Ok, this is starting to look a bit more feasible

importances = clf.feature_importances_
std = np.std([tree.feature_importances_ for tree in clf.estimators_],
             axis=0)
indices = np.argsort(importances)[::-1]

# Print the feature ranking
print("Feature ranking:")

names = X.columns

for f in range(X.shape[1]):
    print("%d. %s (%f)" % (f + 1, names[indices[f]], importances[indices[f]]))

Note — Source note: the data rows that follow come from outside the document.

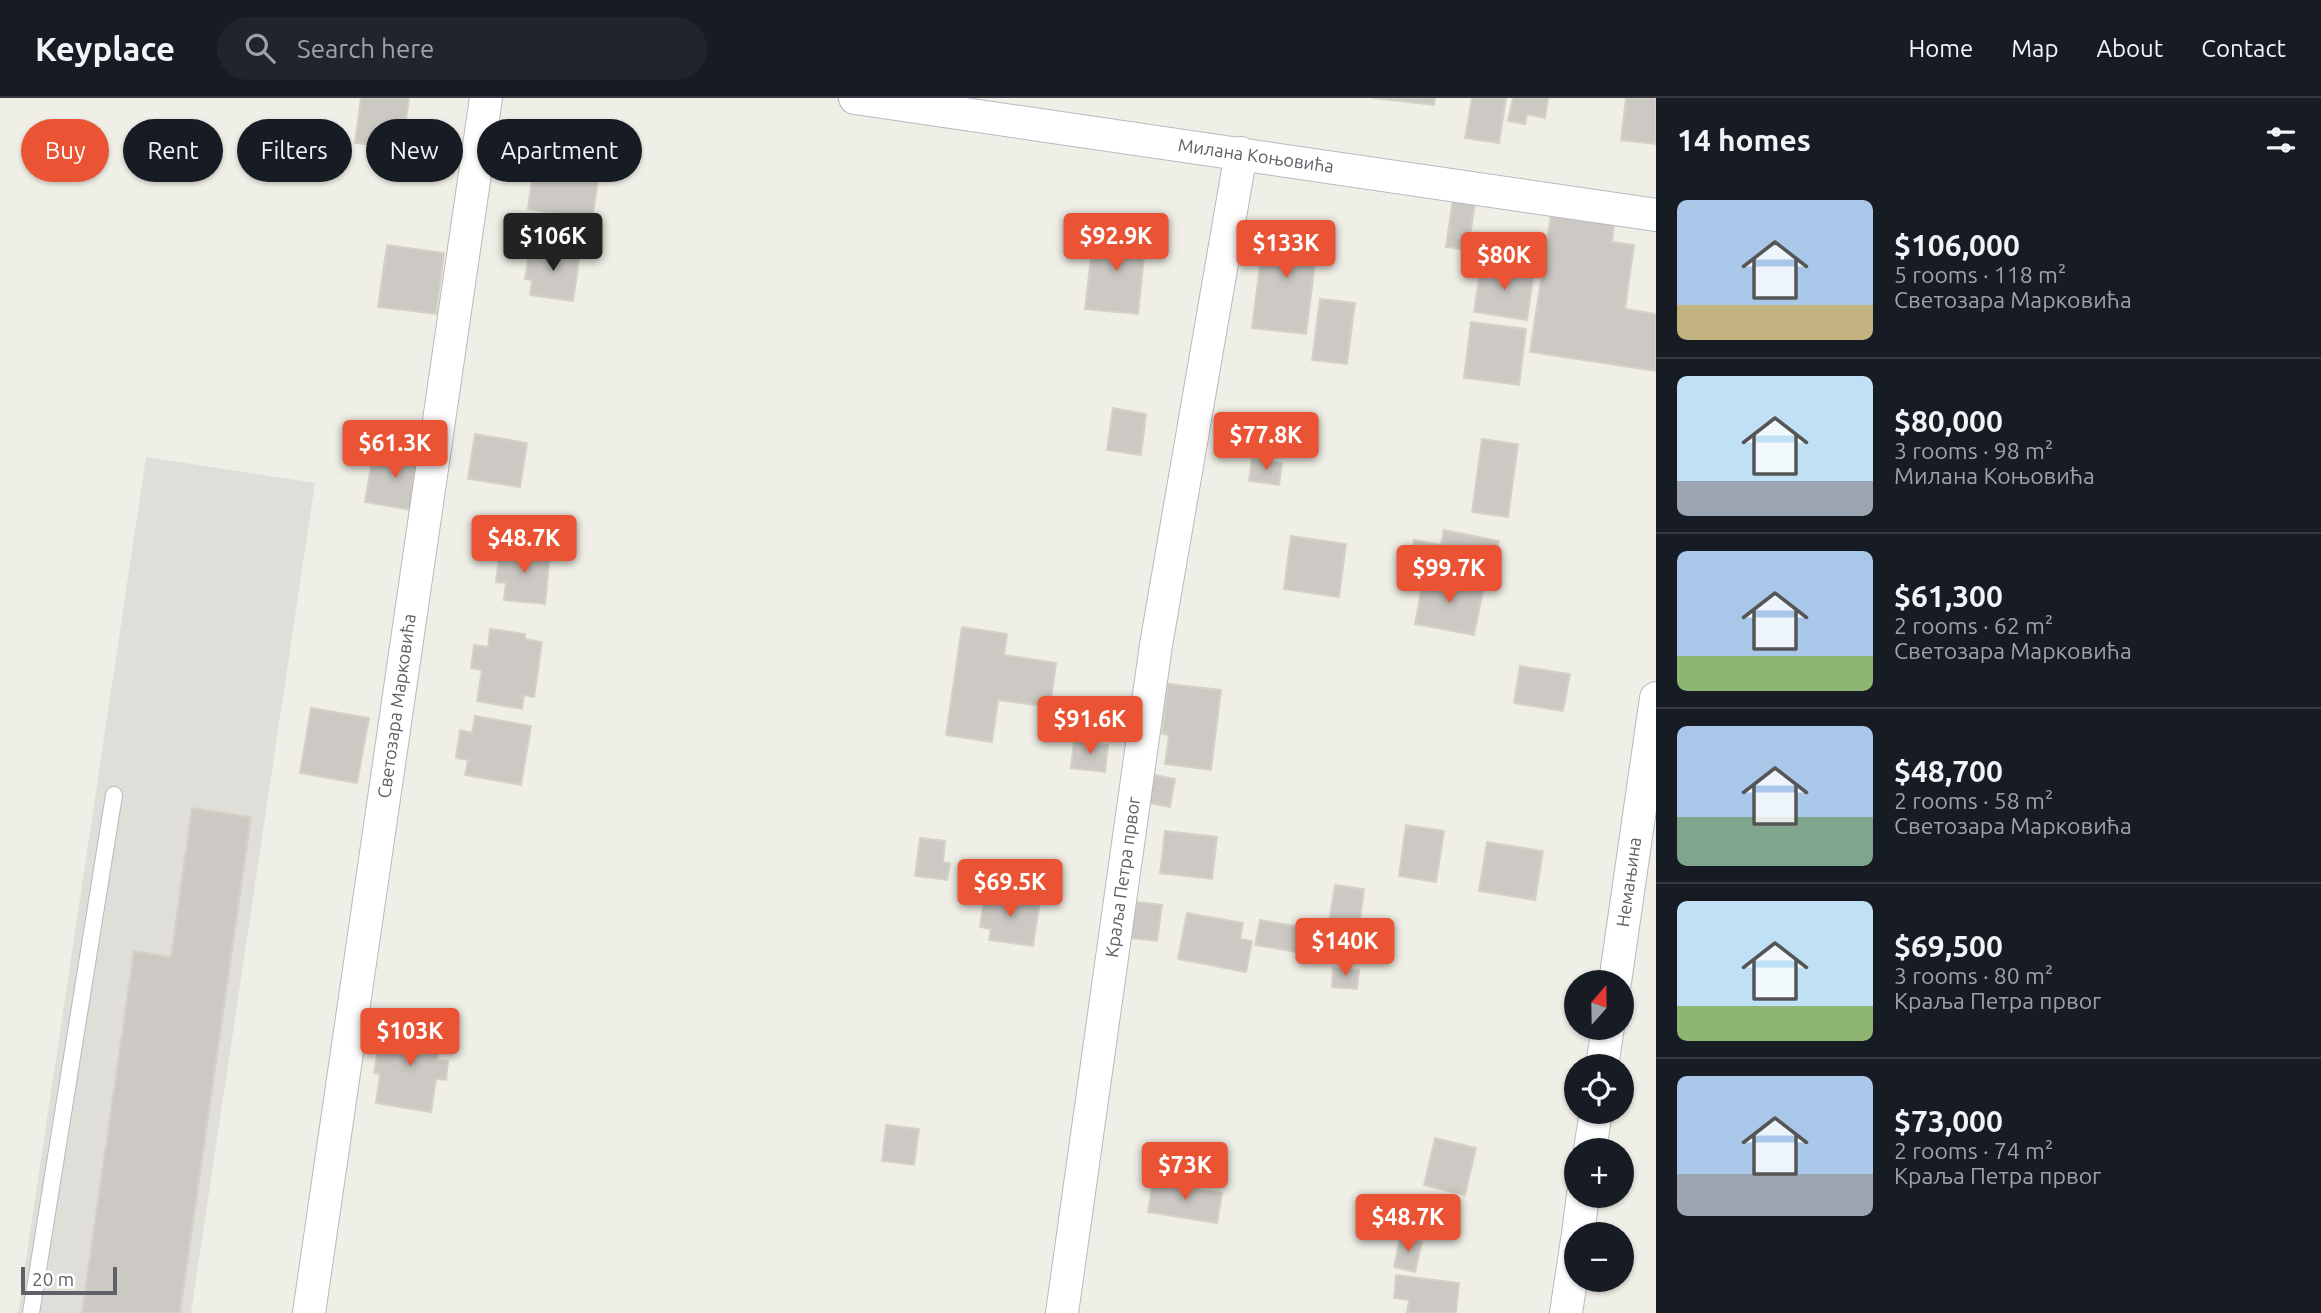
<!DOCTYPE html>
<meta charset="utf-8">
<style>
:root{--surface:#171b24;--page:#20242c;--text:#f1f3f6;--muted:#9ea1a6;--line:#363941;--accent:#ea5333}
body{margin:0;font-family:Ubuntu,sans-serif;background:var(--page);color:var(--text);height:100vh;display:flex;flex-direction:column;font-size:26px;white-space:nowrap}
*{box-sizing:border-box;margin:0}
p{font-size:23px;color:var(--muted)}
.icon{flex:none;width:38px;height:38px;fill:none;stroke:currentColor;stroke-width:2;stroke-linecap:round;stroke-linejoin:round}
.map{position:relative;flex:1;overflow:hidden}
.details{display:flex;flex-direction:column;background:var(--surface);width:665px}
.details>*{flex:none}
.hud{position:absolute;left:21px;top:21px;width:665px;height:63px;display:flex;gap:14px}
.needle{width:46px;rotate:20deg}
.buttons{position:absolute;left:1564px;top:872px;display:grid;gap:14px}
.buttons a{display:grid;place-items:center;width:70px;height:70px;border-radius:50%;background:var(--surface);box-shadow:0 2px 5px #0004;font-size:35px}
.scale{position:absolute;left:21px;bottom:18px;width:96px;box-sizing:border-box;padding-left:7px;border:4px solid #5e6167;border-top:0;font-size:19px;line-height:24px;white-space:nowrap;color:#5e6167;-webkit-text-stroke:5px #fff;paint-order:stroke}
.price{position:absolute;translate:-50% -60px;padding:0 16px;border-radius:7px;background:var(--accent);color:#fff;font-size:23px;line-height:46px;filter:drop-shadow(0 2px 4px #0008)}
.price::after{content:'';position:absolute;left:50%;top:42px;width:21px;height:16px;margin-left:-10px;background:inherit;clip-path:polygon(0 0,100% 0,50% 100%)}
.price.selected{background:#222;color:#fff}
ul{padding:0;list-style:none}
li{display:flex;align-items:center;gap:21px;height:175px;padding:0 21px}
li+li{border-top:2px solid var(--line)}
li span{display:grid;place-items:center;flex:none;width:196px;height:140px;border-radius:10px;color:#555}
li>.icon{margin-inline-start:auto}
span .icon{width:84px;height:84px;fill:#fffc;stroke-width:1}
li b{font-size:30px}
h2{display:flex;justify-content:space-between;align-items:center;height:84px;padding:0 21px;font-size:30px}
.chip{padding:0 24px;border-radius:32px;background:var(--surface);box-shadow:0 2px 5px #0004;font-size:24px;line-height:63px}
.chip.selected{background:var(--accent);color:#fff}
header{display:flex;align-items:center;gap:42px;box-sizing:border-box;height:98px;padding:0 35px;background:var(--surface);border-bottom:2px solid var(--line)}
header strong{font-size:33px}
nav{display:flex;gap:38px;margin-inline-start:auto;font-size:24px}
.search{width:490px;height:63px;background:var(--page);display:flex;align-items:center;gap:18px;box-sizing:border-box;padding:0 24px;border-radius:38px;color:var(--muted);font-size:26px}
main{display:flex;flex:1;min-height:0}
.map>svg:first-child{display:block}
.industrial{fill:#dfded9}
.building{fill:#ccc9c4;stroke:#d5d2c5;stroke-width:2}
.lines{fill:none;stroke-linecap:round;stroke-linejoin:round}
.lane-casing{stroke:#b7b9bd;stroke-width:18}
.street-casing{stroke:#b7b9bd;stroke-width:34}
.lane{stroke:#fff;stroke-width:16}
.street{stroke:#fff;stroke-width:32}
.labels{text-anchor:middle;stroke-width:5;stroke-linejoin:round;paint-order:stroke}
.street-label{font-size:18px;fill:#5e6167;stroke:#fff}
</style>
<header>
<strong>Keyplace</strong>
<div class="search"><svg class="icon" aria-label="search" viewBox="0 0 24 24"><circle cx="10" cy="10" r="6"/><path d="M15 15l6 6"/></svg>Search here</div>
<nav><a>Home</a><a>Map</a><a>About</a><a>Contact</a></nav>
</header>
<main>
<div class="map">
<svg width="1656" height="1215" viewBox="0 0 1656 1215">
<rect width="100%" height="100%" fill="#f0efe7"/>
<path class="industrial" d="M146 359 315 385 191 1215H18Z"/>
<path class="building" d="M361 0H409L402 51 355 45Z
M1373 0H1435L1434 7Z
M1472 0H1506L1499 45 1465 40Z
M1513 0H1548L1545 20 1527 16 1525 26 1508 23Z
M1626 0H1656V46L1621 42Z
M535 59 600 69 592 121 528 111Z
M1453 101 1475 104 1468 152 1446 149Z
M1552 110 1615 120 1612 144 1634 147 1625 211 1656 216V273L1530 254Z
M1265 127 1319 133 1306 236 1252 230Z
M1094 134 1146 140 1138 216 1085 211Z
M387 147 444 155 436 216 378 209Z
M530 148 580 155 573 203 530 197 532 182 525 181Z
M1481 165 1534 173 1527 222 1474 214Z
M1320 201 1355 205 1347 266 1312 262Z
M1471 224 1526 231 1519 287 1464 280Z
M1113 310 1146 316 1141 357 1107 352Z
M475 336 527 345 520 389 468 381Z
M1482 341 1518 346 1508 419 1472 414Z
M374 351 426 360 417 413 365 404Z
M1252 361 1282 365 1279 387 1249 383Z
M1444 432 1499 443 1495 461 1484 459 1481 473 1411 459 1414 442 1441 447Z
M1291 438 1346 446 1339 499 1284 491Z
M500 449 550 455 545 506 504 502 506 485 496 484Z
M1424 477 1484 488 1474 537 1415 526Z
M962 529 1007 536 1004 557 1056 565 1050 609 998 602 992 644 946 637Z
M490 531 525 536V541L542 544 534 599 524 597 522 611 477 603 482 572 471 570 474 547 488 549Z
M1520 568 1570 576 1563 613 1514 605Z
M1168 586 1221 592 1211 672 1165 666 1169 637 1162 636Z
M311 610 369 620 357 685 300 675Z
M475 618 531 628 521 687 465 677 468 662 456 660 460 632 472 635Z
M1074 643 1108 647 1105 674 1071 670Z
M1150 676 1175 681 1170 709 1144 704Z
M192 710 251 719 180 1215H82L134 853 171 859Z
M1406 727 1444 733 1436 784 1399 778Z
M1165 733 1217 739 1212 781 1160 775Z
M920 740 945 743 943 764 950 765 947 782 915 778Z
M1487 744 1543 753 1535 802 1479 793Z
M1335 787 1364 791 1359 829 1329 824Z
M985 795 1040 803 1033 848 989 842 991 831 980 829Z
M1127 803 1162 807 1157 843 1123 839Z
M1187 815 1243 825 1240 841 1252 843 1246 874 1178 861Z
M1260 822 1326 833 1321 858 1255 847Z
M1333 870 1359 872 1357 891 1332 889Z
M389 925 441 932 437 962 448 963 446 982 436 981 431 1014 376 1005 380 976 374 975 378 952 385 953Z
M886 1027 919 1031 914 1067 882 1063Z
M1435 1040 1476 1050 1465 1097 1424 1087Z
M1153 1084 1222 1095 1217 1125 1148 1114Z
M1407 1100 1448 1108 1444 1129 1403 1122Z
M1400 1139 1422 1144 1415 1174 1394 1169Z
M1396 1177 1459 1185 1456 1215H1407L1409 1202 1394 1200Z"/>
<g class="lines">
<defs>
<path id="lane" d="M31 1215 114 697"/>
<path id="street" d="M855 0 1656 117
M1615 884 1656 600
M1602 968 1608 929
M1590 1052 1596 1013
M1578 1136 1583 1097
M309 1215 486 0
M1062 1215 1156 547 1241 55
M1566 1215 1577 1142"/>
</defs>
<use href="#lane" class="lane-casing"/>
<use href="#street" class="street-casing"/>
<use href="#lane" class="lane"/>
<use href="#street" class="street"/>
</g>
<g class="labels">
<g class="street-label">
<text transform="translate(1256 58) rotate(8)" y="6">Милана Коњовића</text>
<text transform="translate(397 608) rotate(-82)" y="6">Светозара Марковића</text>
<text transform="translate(1123 779) rotate(-82)" y="6">Краља Петра првог</text>
<text transform="translate(1629 784) rotate(-82)" y="6">Немањина</text>
</g>
</g>
</svg>
<div class="buttons">
<a><svg class="needle" viewBox="-14 -14 28 28"><path d="M0-13l5 13h-10z" fill="#e53935"/><path d="M0 13l5-13h-10z" fill="#9ea1a6"/></svg></a>
<a><svg class="icon" aria-label="locate" viewBox="0 0 24 24"><circle cx="12" cy="12" r="6"/><path d="M12 2v4M12 18v4M2 12h4M18 12h4"/></svg></a>
<a>+</a>
<a>−</a>
</div>
<div class="scale">20 m</div>
<b class="price selected" style="left:553px;top:175px">$106K</b>
<b class="price" style="left:1116px;top:175px">$92.9K</b>
<b class="price" style="left:1286px;top:182px">$133K</b>
<b class="price" style="left:1504px;top:194px">$80K</b>
<b class="price" style="left:1266px;top:374px">$77.8K</b>
<b class="price" style="left:395px;top:382px">$61.3K</b>
<b class="price" style="left:524px;top:477px">$48.7K</b>
<b class="price" style="left:1449px;top:507px">$99.7K</b>
<b class="price" style="left:1090px;top:658px">$91.6K</b>
<b class="price" style="left:1010px;top:821px">$69.5K</b>
<b class="price" style="left:1345px;top:880px">$140K</b>
<b class="price" style="left:410px;top:970px">$103K</b>
<b class="price" style="left:1185px;top:1104px">$73K</b>
<b class="price" style="left:1408px;top:1156px">$48.7K</b>
<div class="hud">
<a class="chip selected">Buy</a>
<a class="chip">Rent</a>
<a class="chip">Filters</a>
<a class="chip">New</a>
<a class="chip">Apartment</a>
</div>
</div>
<section class="details">
<h2>14 homes<svg class="icon" aria-label="filters" viewBox="0 0 24 24"><path d="M4 7h16M4 17h16"/><circle cx="9" cy="7" r="2"/><circle cx="15" cy="17" r="2"/></svg></h2>
<ul>
<li><span style="background:linear-gradient(#a9c7e8 75%,#c2b280 0)"><svg class="icon" aria-label="home" viewBox="0 0 24 24"><path d="M3 11l9-7 9 7M6 9v11h12V9"/></svg></span><div><b>$106,000</b><p>5 rooms · 118 m²</p><p>Светозара Марковића</p></div></li>
<li><span style="background:linear-gradient(#bfe0f5 75%,#9aa5b1 0)"><svg class="icon" aria-label="home" viewBox="0 0 24 24"><path d="M3 11l9-7 9 7M6 9v11h12V9"/></svg></span><div><b>$80,000</b><p>3 rooms · 98 m²</p><p>Милана Коњовића</p></div></li>
<li><span style="background:linear-gradient(#a9c7e8 75%,#8fb573 0)"><svg class="icon" aria-label="home" viewBox="0 0 24 24"><path d="M3 11l9-7 9 7M6 9v11h12V9"/></svg></span><div><b>$61,300</b><p>2 rooms · 62 m²</p><p>Светозара Марковића</p></div></li>
<li><span style="background:linear-gradient(#a9c7e8 65%,#7fa58c 0)"><svg class="icon" aria-label="home" viewBox="0 0 24 24"><path d="M3 11l9-7 9 7M6 9v11h12V9"/></svg></span><div><b>$48,700</b><p>2 rooms · 58 m²</p><p>Светозара Марковића</p></div></li>
<li><span style="background:linear-gradient(#bfe0f5 75%,#8fb573 0)"><svg class="icon" aria-label="home" viewBox="0 0 24 24"><path d="M3 11l9-7 9 7M6 9v11h12V9"/></svg></span><div><b>$69,500</b><p>3 rooms · 80 m²</p><p>Краља Петра првог</p></div></li>
<li><span style="background:linear-gradient(#a9c7e8 70%,#9aa5b1 0)"><svg class="icon" aria-label="home" viewBox="0 0 24 24"><path d="M3 11l9-7 9 7M6 9v11h12V9"/></svg></span><div><b>$73,000</b><p>2 rooms · 74 m²</p><p>Краља Петра првог</p></div></li>
</ul>
</section>
</main>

# Plot the feature importances of the forest
plt.figure()
plt.title("Feature importances")
plt.bar(range(X.shape[1]), importances[indices],
       color="r", yerr=std[indices], align="center")
plt.xticks(range(X.shape[1]), indices)
plt.xlim([-1, X.shape[1]])
# plt.savefig('../img/feature_importances.svg', transparent=True, bbox_inches='tight', pad_inches=0)
plt.show()
Feature ranking:
1. last_pymnt_amnt (0.168353)
2. total_rec_prncp (0.151796)
3. total_pymnt_inv (0.135874)
4. total_pymnt (0.069144)
5. funded_amnt (0.052595)
6. int_rate (0.049567)
7. revol_util (0.045033)
8. earliest_cr_line (0.044411)
9. out_prncp (0.039759)
10. total_rec_late_fee (0.037326)
11. last_credit_pull_d (0.032130)
12. sub_grade (0.026536)
13. revol_bal (0.021711)
14. dti (0.020970)
15. url (0.016244)
16. zip_code (0.013791)
17. grade (0.011085)
18. emp_length (0.009951)
19. purpose (0.008554)
20. verification_status (0.008065)
21. open_acc (0.007716)
22. emp_title (0.007045)
23. total_rec_int (0.006613)
24. total_acc (0.005885)
25. loan_amnt (0.005698)
26. addr_state (0.004147)
27. installment (0.000000)
28. issue_d (0.000000)
29. term (0.000000)
30. home_ownership (0.000000)
31. annual_inc (0.000000)
32. funded_amnt_inv (0.000000)
33. acc_now_delinq (0.000000)
34. pymnt_plan (0.000000)
35. desc (0.000000)
36. title (0.000000)
37. application_type (0.000000)
38. inq_last_6mths (0.000000)
39. mths_since_last_delinq (0.000000)
40. mths_since_last_record (0.000000)
41. pub_rec (0.000000)
42. initial_list_status (0.000000)
43. out_prncp_inv (0.000000)
44. collections_12_mths_ex_med (0.000000)
45. policy_code (0.000000)
46. delinq_2yrs (0.000000)

png

The best features now are:

  1. total_rec_prncp (0.232828)
  2. last_pymnt_amnt (0.145886)
  3. total_pymnt_inv (0.140592)
  4. total_pymnt (0.129989)

So it seems like there is some correlation with how much has been paid off and delinquincy.

We should look into these correlations more.

So, what we’d do now is chop off all except the first 10, maybe, and see if we can improve that data (with scaling, encoding, missing data imputing, etc.)

We would also consider mixtures of features, e.g. the proportion of the loan repaid, etc.